Os botos-de-Lahille cercam cardumes de tainhas que atravessam o canal em direção ao mar com o objetivo de desovar, os conduzem para mais próximo da margem e sinalizam com gestos corporais de cabeça ou dorso o momento adequado para que os pescadores lancem a tarrafa. Essa ligação entre humano e natureza não costuma ocorrer, evidentemente, com principiantes.

— O que temos na barra do Rio Tramandaí é uma transmissão cultural. Os botos aprendem com as mães sobre como interagir com os pescadores para mostrar o cardume de tainhas. E os pais e avôs que são pescadores passam isso para os filhos. Estima-se que essa pesca cooperativa ocorra desde 1900 — detalha Moreno.

A parceria é auspiciosa para as duas partes: os trabalhadores aumentam a produtividade da pesca e o boto consegue se alimentar, abocanhando sem altas doses de esforço alguns peixes presos à tarrafa. Quem se dá mal é a tainha, mas o seu infortúnio é parte do processo da cadeia alimentar.


Heloise Martins / Projeto Botos da Barra/Ceclimar/CLN/UFRGS


Geraldona

O catálogo do projeto Botos da Barra indica que, de forma frequente, a barra do Rio Tramandaí é habitada por 13 botos, dos quais oito são descendentes de Geraldona. Ela tem cinco filhos —Rubinha, Chiquinho, Ligeirinho, Flechinha e o caçula Furacão — e três netos. Os animais, por tradição, são batizados pelos pescadores, que costumam reconhecê-los pela forma de auxiliar na pesca. Já os pesquisadores identificam os animais pela nadadeira dorsal, que funciona como impressão digital pela existência de cortes e marcas únicas de cada espécime.

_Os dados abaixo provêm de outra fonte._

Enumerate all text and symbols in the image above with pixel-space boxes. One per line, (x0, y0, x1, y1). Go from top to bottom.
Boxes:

A estimativa é de que Geraldona tenha nascido em meados da década de 1980, o que leva à conclusão de que ela está por volta dos 40 anos. Um bicho adulto desta espécie pode alcançar até quatro metros de comprimento e pesar cerca de 400 quilos. Na tarde de terça-feira, quando flagrada saltando, ela estava acompanhada de perto por outros dois botos. Heloise diz que um deles era Furacão, nascido em 2019. O outro não foi possível identificar pela posição em que foi clicado na fotografia. No total, a estudante diz que de cinco a seis animais aproveitavam a barra naquela tarde.

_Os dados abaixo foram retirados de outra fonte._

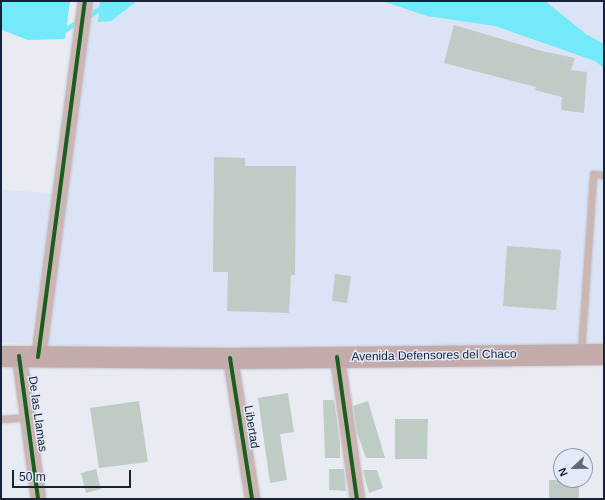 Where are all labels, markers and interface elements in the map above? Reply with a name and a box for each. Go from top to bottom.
street label: Avenida Defensores del Chaco [351,347,517,365]
street label: De las Llamas [25,375,49,453]
street label: Libertad [240,404,262,450]
north arrow [553,448,593,488]
scale bar [14,462,133,488]
text: N [556,466,570,478]
text: 50 m [19,470,46,484] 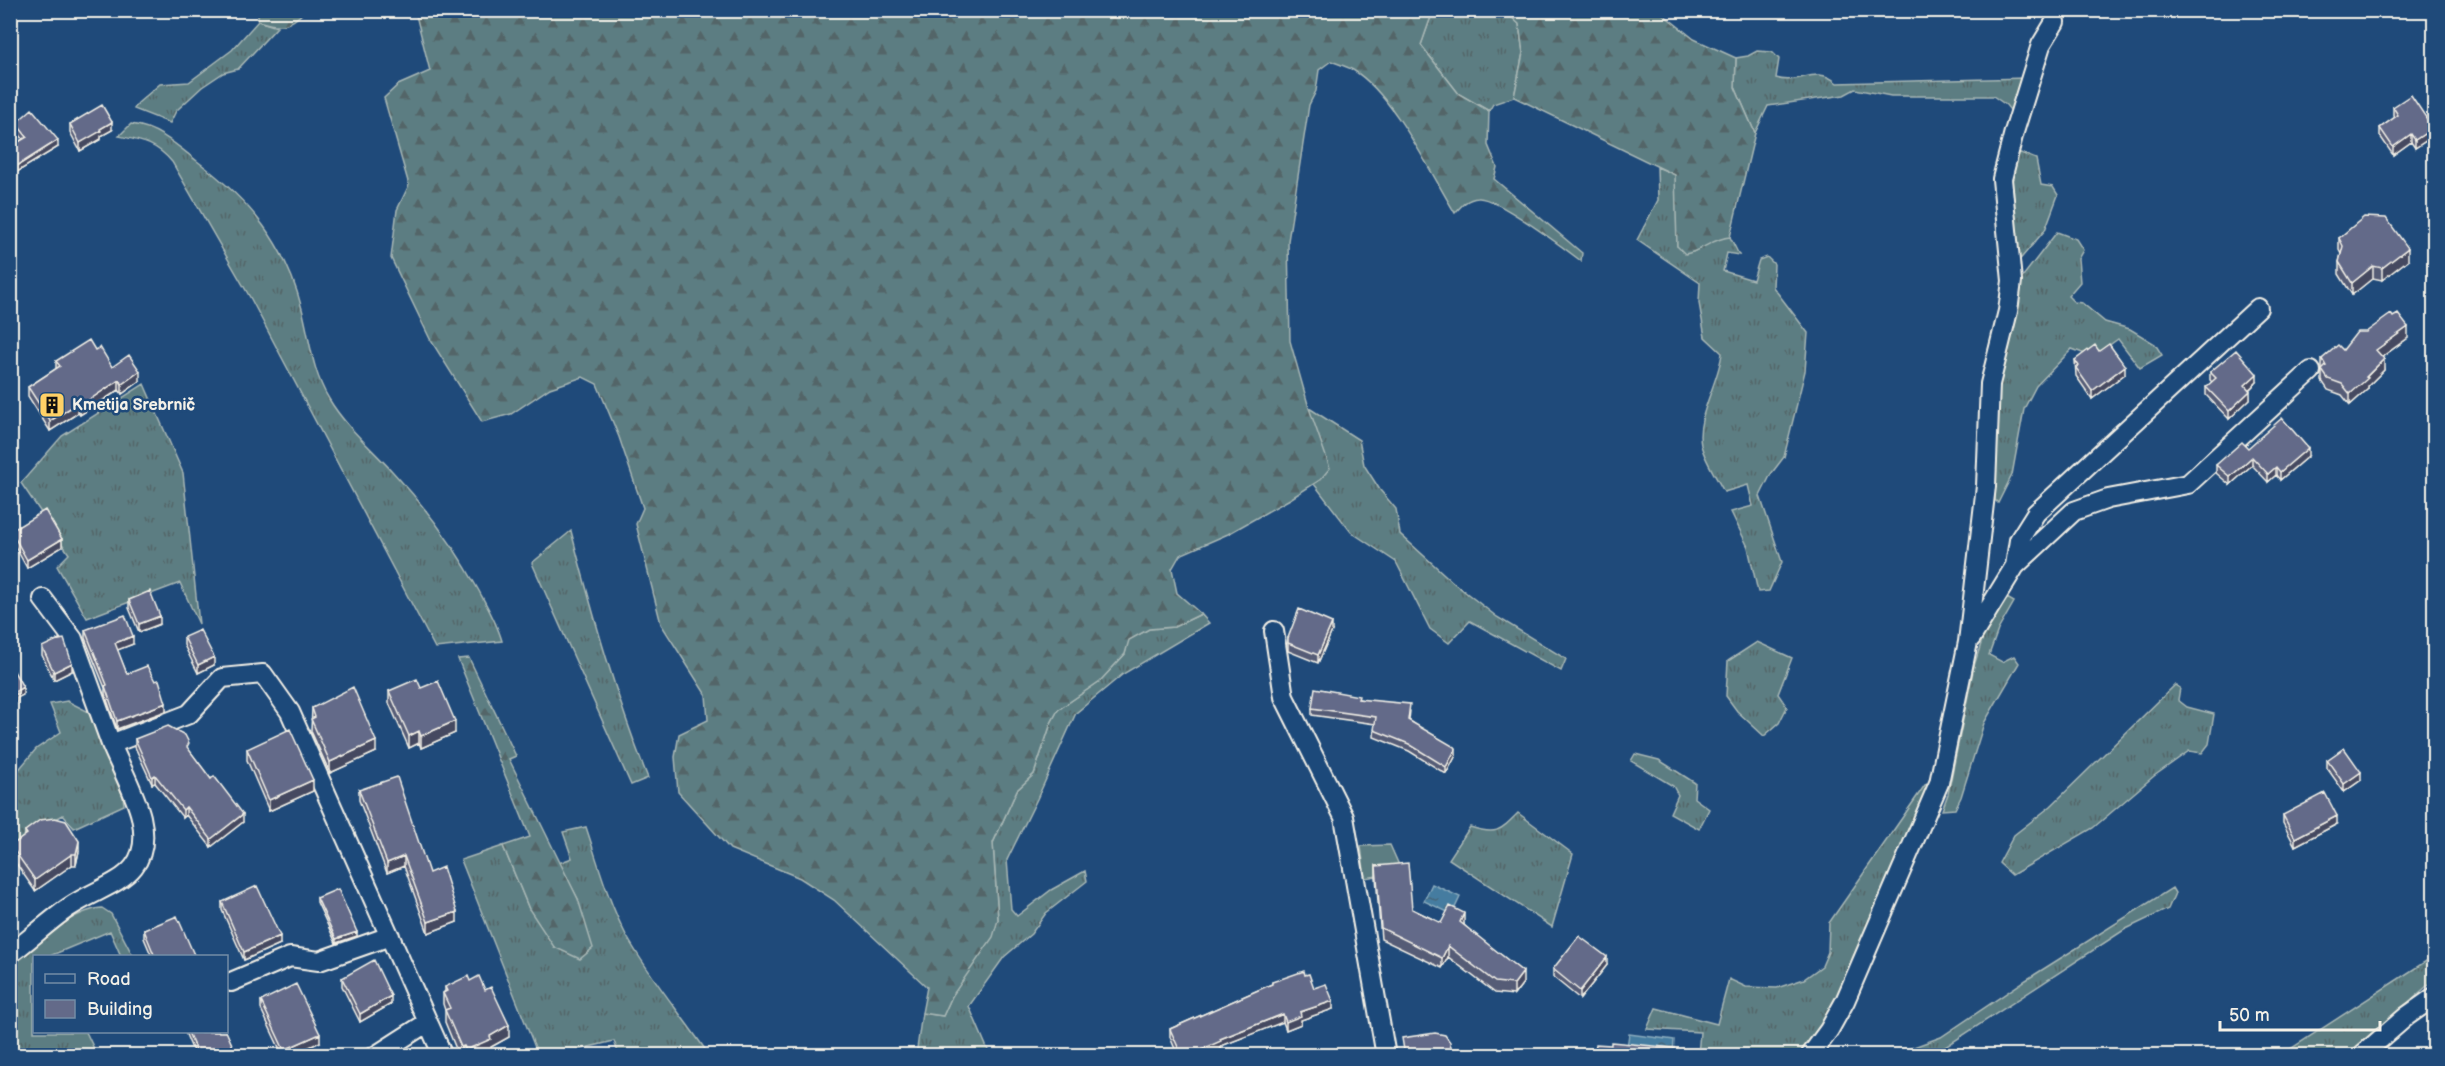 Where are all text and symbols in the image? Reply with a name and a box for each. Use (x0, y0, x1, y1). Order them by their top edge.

— Os botos estavam usando quase todo o estuário. Sumiam debaixo d'água e apareciam na outra ponta. Estavam interagindo muito entre eles, mas não estavam mostrando muito os cardumes de peixes. Eles usam a barra não só para pescar cooperativamente, mas também para se divertir e para cuidar dos filhotes, já que ali é mais seguro do que em mar aberto — comenta Heloise.

Moreno salienta que o boto-de-Lahille é uma espécie ameaçada de extinção. Estima-se que não exista mais de 600 animais, distribuídos entre as costas do Paraná, Santa Catarina, Rio Grande do Sul, Uruguai e parte da Argentina.

O projeto Botos da Barra, vinculado à UFRGS/Ceclimar e atualmente com financiamento da Fundação Grupo Boticário, tem alertado que a proposta de construção de uma nova ponte entre Tramandaí e Imbé, na região do canal da barra, pode comprometer a pesca cooperativa.